Lacan diz: L’inconscient est ce que lit. (Lacan. S. 20: 29). Não se trata de tomar consciência da realidade via luta ideológica de classes, e sim de gramaticalizar o inconsciente na escritura topológica do discurso do político do Lacan ou, então, de qualquer outro discurso do político do sujeito gramatical x, y ou z.

Desejo fazer a gramaticalização do discurso Linchamento pelo texto de Freud O estranho. Este texto é parte do dispositivo freudiano falar de sexo, ou melhor, ele compõe a ideologia gramatical freudismo que se tornou soberana na cultura de massa americana no pós-II Guerra?    

O estranho é falar de sexo ou falar de si mesmo? Não se trata de uma gramaticalização que Freud inicia da cultura ocidental como falar de si mesmo, falar do sujeito, e não falar do poder?  Para usar o texto O estranho tenho que me debater com a questão do sujeito nas ciências gramaticais da política.  
                                                                      DO SUJEITO MODERNO ENFIM

Iniciando pela sociologia temos tradição, modernidade e sujeito. Pode a modernidade ser prosaicamente idêntica à racionalização, ou então, mais poeticamente, ao desencantamento do mundo? (Touraine: 213).
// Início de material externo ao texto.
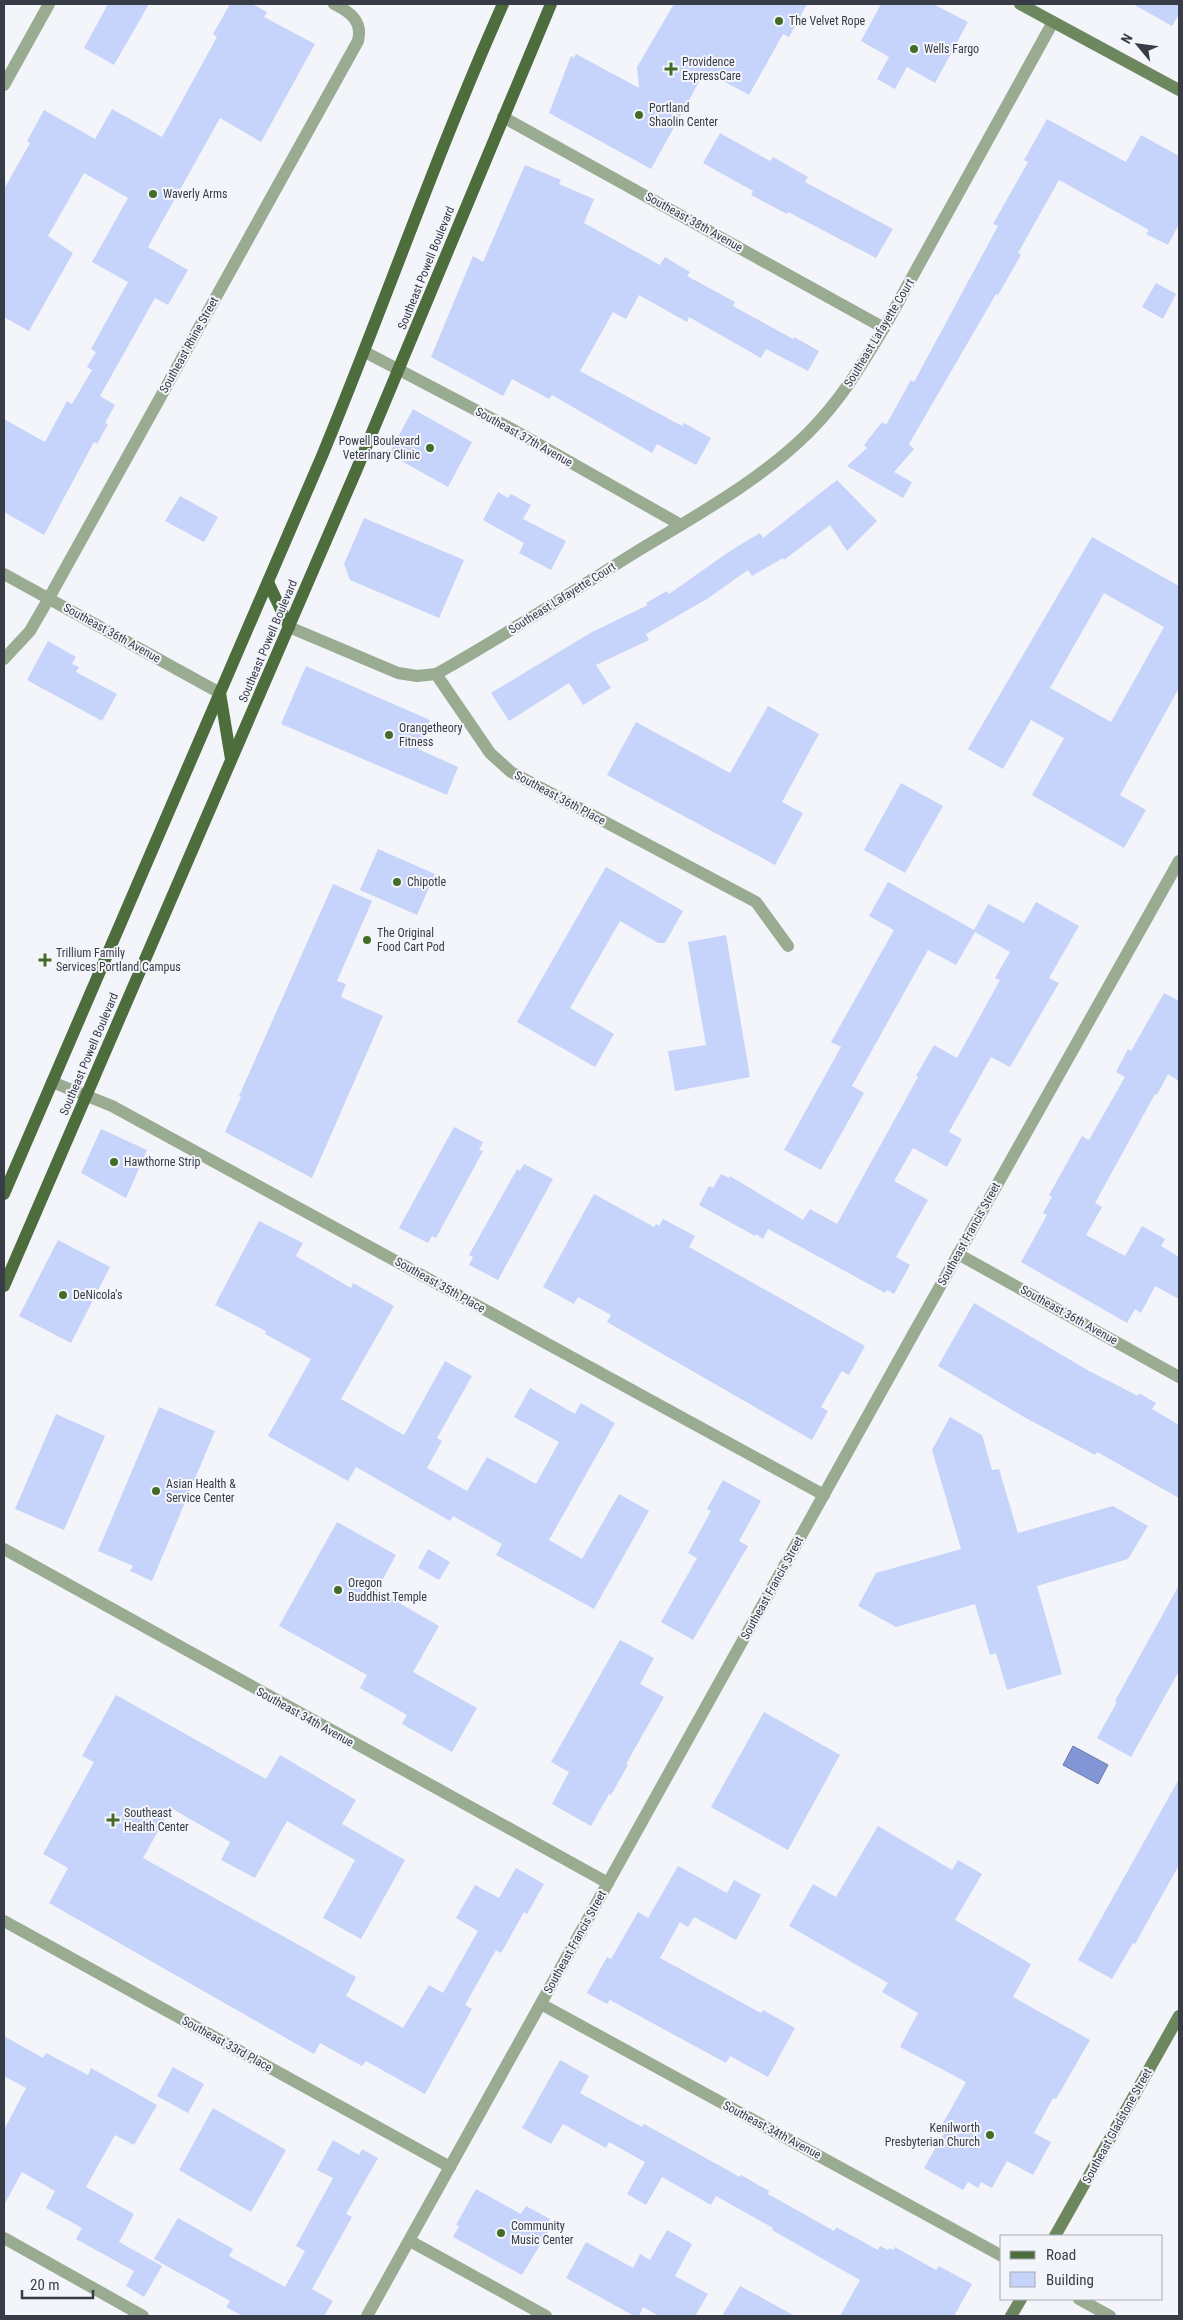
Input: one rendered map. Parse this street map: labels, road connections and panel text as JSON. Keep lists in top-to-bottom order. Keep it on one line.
{"streets":{"main road":["Southeast Powell Boulevard"],"street":["Southeast 38th Avenue","Southeast Lafayette Court","Southeast Rhine Street","Southeast 37th Avenue","Southeast 36th Avenue","Southeast 36th Place","Southeast Francis Street","Southeast 35th Place","Southeast 34th Avenue","Southeast 33rd Place","Southeast Gladstone Street"]},"crossings":[["Southeast 38th Avenue","Southeast Powell Boulevard"],["Southeast 38th Avenue","Southeast Lafayette Court"],["Southeast Powell Boulevard","Southeast 37th Avenue"],["Southeast Powell Boulevard","Southeast 36th Avenue"],["Southeast Powell Boulevard","Southeast 35th Place"],["Southeast Lafayette Court","Southeast 37th Avenue"],["Southeast Lafayette Court","Southeast 36th Place"],["Southeast Rhine Street","Southeast 36th Avenue"],["Southeast 36th Avenue","Southeast Francis Street"],["Southeast Francis Street","Southeast 35th Place"],["Southeast Francis Street","Southeast 34th Avenue"],["Southeast Francis Street","Southeast 33rd Place"]],"places":{"other":["The Velvet Rope","Wells Fargo","Portland Shaolin Center","Waverly Arms","Powell Boulevard Veterinary Clinic","Orangetheory Fitness","Chipotle","The Original Food Cart Pod","Hawthorne Strip","DeNicola's","Asian Health & Service Center","Oregon Buddhist Temple","Kenilworth Presbyterian Church","Community Music Center"],"health":["Providence ExpressCare","Trillium Family Services Portland Campus","Southeast Health Center"]},"legend":["Road","Building"],"scale_bar":"20 m","north":"top left"}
Cascardi diz que o desencantamento do mundo é um significante imputado a Max Weber que viu o eclipse das crenças mágicas e animistas relativas à natureza se inscrever em um processo mais geral de ˂racionalização> que será visto como o traço determinante da modernidade no Ocidente (Cascardi: 21). No Ocidente se desenvolve um tecido de práticas e de crenças fundadas sobre a acessibilidade a priori da natureza ao cálculo racional e da autoridade da razão fazendo pendant com o processo de secularização intensificado por uma ação racional relativa a um fim (Zweckrationel).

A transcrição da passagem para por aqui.